Extracted material Start Marker

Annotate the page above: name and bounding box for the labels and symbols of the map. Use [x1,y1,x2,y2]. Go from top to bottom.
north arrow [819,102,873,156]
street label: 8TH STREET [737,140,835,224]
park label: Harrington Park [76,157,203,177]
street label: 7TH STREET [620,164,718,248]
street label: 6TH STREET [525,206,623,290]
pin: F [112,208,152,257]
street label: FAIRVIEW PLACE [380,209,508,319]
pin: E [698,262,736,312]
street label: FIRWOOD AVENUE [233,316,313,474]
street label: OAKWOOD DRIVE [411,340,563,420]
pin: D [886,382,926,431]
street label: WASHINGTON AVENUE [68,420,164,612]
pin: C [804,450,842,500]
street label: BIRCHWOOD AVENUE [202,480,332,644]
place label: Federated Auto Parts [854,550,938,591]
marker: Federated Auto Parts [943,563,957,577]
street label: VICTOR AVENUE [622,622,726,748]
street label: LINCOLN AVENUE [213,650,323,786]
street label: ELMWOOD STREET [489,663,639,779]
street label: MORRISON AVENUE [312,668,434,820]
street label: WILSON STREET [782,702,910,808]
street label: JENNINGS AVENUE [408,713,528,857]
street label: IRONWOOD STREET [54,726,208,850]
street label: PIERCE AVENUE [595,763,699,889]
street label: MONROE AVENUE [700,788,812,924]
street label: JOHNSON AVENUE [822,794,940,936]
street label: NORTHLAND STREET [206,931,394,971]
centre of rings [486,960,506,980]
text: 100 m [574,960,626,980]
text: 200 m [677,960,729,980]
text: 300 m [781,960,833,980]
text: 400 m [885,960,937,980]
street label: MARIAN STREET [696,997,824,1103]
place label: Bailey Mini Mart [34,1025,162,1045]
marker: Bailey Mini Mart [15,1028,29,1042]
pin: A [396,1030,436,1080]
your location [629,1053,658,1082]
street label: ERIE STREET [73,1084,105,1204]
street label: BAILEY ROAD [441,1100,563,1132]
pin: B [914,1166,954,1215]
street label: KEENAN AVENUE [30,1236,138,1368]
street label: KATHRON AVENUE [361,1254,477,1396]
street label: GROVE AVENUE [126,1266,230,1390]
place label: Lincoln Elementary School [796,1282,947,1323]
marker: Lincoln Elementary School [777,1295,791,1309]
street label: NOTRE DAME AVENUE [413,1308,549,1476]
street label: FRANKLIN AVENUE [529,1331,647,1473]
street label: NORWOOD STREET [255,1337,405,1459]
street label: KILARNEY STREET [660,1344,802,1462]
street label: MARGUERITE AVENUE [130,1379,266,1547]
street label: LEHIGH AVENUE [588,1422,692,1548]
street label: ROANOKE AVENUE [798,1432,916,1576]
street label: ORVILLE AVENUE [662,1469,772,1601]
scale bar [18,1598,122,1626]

Extracted material End Marker

Work task:
All of the entries above need to be reproduced exactly.

Result:
Annotate the page above: name and bounding box for the labels and symbols of the map. Use [x1,y1,x2,y2]. Go from top to bottom.
north arrow [819,102,873,156]
street label: 8TH STREET [737,140,835,224]
park label: Harrington Park [76,157,203,177]
street label: 7TH STREET [620,164,718,248]
street label: 6TH STREET [525,206,623,290]
pin: F [112,208,152,257]
street label: FAIRVIEW PLACE [380,209,508,319]
pin: E [698,262,736,312]
street label: FIRWOOD AVENUE [233,316,313,474]
street label: OAKWOOD DRIVE [411,340,563,420]
pin: D [886,382,926,431]
street label: WASHINGTON AVENUE [68,420,164,612]
pin: C [804,450,842,500]
street label: BIRCHWOOD AVENUE [202,480,332,644]
place label: Federated Auto Parts [854,550,938,591]
marker: Federated Auto Parts [943,563,957,577]
street label: VICTOR AVENUE [622,622,726,748]
street label: LINCOLN AVENUE [213,650,323,786]
street label: ELMWOOD STREET [489,663,639,779]
street label: MORRISON AVENUE [312,668,434,820]
street label: WILSON STREET [782,702,910,808]
street label: JENNINGS AVENUE [408,713,528,857]
street label: IRONWOOD STREET [54,726,208,850]
street label: PIERCE AVENUE [595,763,699,889]
street label: MONROE AVENUE [700,788,812,924]
street label: JOHNSON AVENUE [822,794,940,936]
street label: NORTHLAND STREET [206,931,394,971]
centre of rings [486,960,506,980]
text: 100 m [574,960,626,980]
text: 200 m [677,960,729,980]
text: 300 m [781,960,833,980]
text: 400 m [885,960,937,980]
street label: MARIAN STREET [696,997,824,1103]
place label: Bailey Mini Mart [34,1025,162,1045]
marker: Bailey Mini Mart [15,1028,29,1042]
pin: A [396,1030,436,1080]
your location [629,1053,658,1082]
street label: ERIE STREET [73,1084,105,1204]
street label: BAILEY ROAD [441,1100,563,1132]
pin: B [914,1166,954,1215]
street label: KEENAN AVENUE [30,1236,138,1368]
street label: KATHRON AVENUE [361,1254,477,1396]
street label: GROVE AVENUE [126,1266,230,1390]
place label: Lincoln Elementary School [796,1282,947,1323]
marker: Lincoln Elementary School [777,1295,791,1309]
street label: NOTRE DAME AVENUE [413,1308,549,1476]
street label: FRANKLIN AVENUE [529,1331,647,1473]
street label: NORWOOD STREET [255,1337,405,1459]
street label: KILARNEY STREET [660,1344,802,1462]
street label: MARGUERITE AVENUE [130,1379,266,1547]
street label: LEHIGH AVENUE [588,1422,692,1548]
street label: ROANOKE AVENUE [798,1432,916,1576]
street label: ORVILLE AVENUE [662,1469,772,1601]
scale bar [18,1598,122,1626]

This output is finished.